The Answer to the AI Era Is Dumb Devices
when intelligence is commoditized, physical execution becomes the only moat
For 15 years, hardware companies competed by making devices “smarter.” The rice cooker became the smart rice cooker. The speaker became the smart speaker. The TV became the smart TV. Product managers played guessing games with firmware, trying to hard-code every possible user scenario to improve the user experience. AI ends this. The software logic layer is becoming a universal commodity, turning devices into “physical primitives.” The future isn’t about smarter baked-in logic — it’s about building the best unopinionated physical shell for AI to inhabit.
The Smart Device Paradox
The rice cooker on your counter has three buttons: Rice, Soup, Porridge.
The heating element inside it can hold any temperature between 30°C and 180°C with precision — enough to make yogurt, sous vide a steak, or proof bread dough. But it won’t. A product manager decided, before the thing left the factory, that you would only ever need three modes.
Your smart speaker is the same story. It ships with hard-coded support for two streaming services (the ones that signed a business deal), a fixed alarm routine, and a morning briefing that goes weather → news → calendar, every single day, whether you care about the weather or not. Amazon poured billions into Alexa, hired 10,000 engineers to build Skills, and still ended up with a $200 egg timer.
The hardware is perfectly capable. It’s the logic layer — the part that decides what the device does — that was written by someone who has never been inside your house.
The Geek Escape Hatch
If you’re technical enough, you’ve always had an out. Buy a Raspberry Pi or an Arduino, wire up some sensors, and write your own automation logic.
The problem is most people can’t do this. And even if you can, the time you spend writing and debugging code probably exceeds the time you save. At best it becomes just another gadget you show off to friends while your wife rolls her eyes. (Don’t ask me how I know.)
Enter AI: The Universal Logic Layer
The AI doesn’t need you to set rules or tell it what to do. You leave the house — it knows, and the lights go off. No configuration, no voice command. It just understands the context.
You’re at home? The AI routes audio to your living room speaker. You step outside with your earbuds? It continues on your earbuds. No product manager foresaw this specific transition. The devices simply exposed their capabilities — “I can play audio, here is my location, here is my current status” — and the AI figured out the rest.
Here’s a real example from my own life. I was out and needed to reach my wife urgently. Her phone was dead and she didn’t notice my calls. My AI agent found the Sonos speaker in our living room, turned my message into speech, and played it loud enough to get her attention. It worked. No one at Sonos designed a “relay urgent spousal messages” feature. Sonos just built a damn good speaker. The AI didn’t use a feature — it used a tool.
And here’s the thing — AI models evolve weekly. When the logic layer lives in the cloud, the hardware becomes decoupled from the innovation cycle entirely. A three-year-old microphone array can suddenly understand you better overnight, without a single firmware update. The hardware doesn’t change; the intelligence keeps getting better.
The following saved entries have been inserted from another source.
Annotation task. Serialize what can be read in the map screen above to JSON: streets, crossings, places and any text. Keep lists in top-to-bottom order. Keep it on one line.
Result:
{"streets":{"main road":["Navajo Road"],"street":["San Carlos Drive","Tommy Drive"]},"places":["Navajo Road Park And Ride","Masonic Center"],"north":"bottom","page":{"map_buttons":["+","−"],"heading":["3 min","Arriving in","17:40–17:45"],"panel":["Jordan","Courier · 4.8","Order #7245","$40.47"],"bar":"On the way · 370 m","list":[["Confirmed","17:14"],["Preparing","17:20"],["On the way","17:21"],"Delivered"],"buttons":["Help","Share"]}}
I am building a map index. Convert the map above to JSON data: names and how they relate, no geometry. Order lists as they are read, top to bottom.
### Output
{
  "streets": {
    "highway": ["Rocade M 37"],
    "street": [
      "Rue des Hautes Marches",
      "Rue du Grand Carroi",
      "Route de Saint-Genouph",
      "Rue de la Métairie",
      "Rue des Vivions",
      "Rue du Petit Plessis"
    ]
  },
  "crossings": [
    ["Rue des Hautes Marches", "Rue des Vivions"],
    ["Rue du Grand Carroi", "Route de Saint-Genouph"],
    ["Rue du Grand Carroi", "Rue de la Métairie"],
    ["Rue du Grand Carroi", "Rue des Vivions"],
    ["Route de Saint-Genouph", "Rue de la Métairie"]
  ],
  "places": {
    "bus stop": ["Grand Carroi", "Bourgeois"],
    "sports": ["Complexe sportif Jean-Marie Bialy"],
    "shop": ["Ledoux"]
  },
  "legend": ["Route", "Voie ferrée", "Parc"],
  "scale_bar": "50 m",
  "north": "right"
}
The Dissolving Role of the Product Manager
Think about what a smart speaker PM does today. They spend months debating how many alarm tones to ship with (they’ll guess wrong), what the morning briefing order should be (they’ll annoy everyone), and whether to add “sleep sounds” in this firmware update or the next (the speaker can already play any audio right now).
In an AI-native world, the PM doesn’t need to make most of these calls. The speaker just needs to be a great speaker — clear audio, good microphone, reliable connectivity. The AI handles everything else. Not because someone programmed “morning routine v2.3” into the firmware, but because the AI understands you.
The PM’s job shifts from “design the experience” to “build the best physical tool.” The layer of opinionated software decisions that used to define a product gets thin. Vanishingly thin.
The Hardware Renaissance
This leads to a conclusion that feels backwards.
We’ve all heard “software is eating the world” beaten to death by now. But when the software logic layer becomes a commodity — when every device can plug into the same AI and get the same intelligence — the only remaining differentiator is the hardware itself.
When intelligence is commoditized, physical execution becomes the only moat.
Suddenly it matters who has the better microphone array, the lower-power chip, the camera sensor that works in near-darkness. It matters who makes the thing that feels good in your hand and survives being dropped.
Hardware is getting thinner — not physically, but architecturally. The layers of logic, opinion, and product-manager taste that used to sit between the raw capability and the user are dissolving. What’s left is the hardware itself, stripped bare, doing its physical job as well as it possibly can.
The rice cooker can finally make yogurt.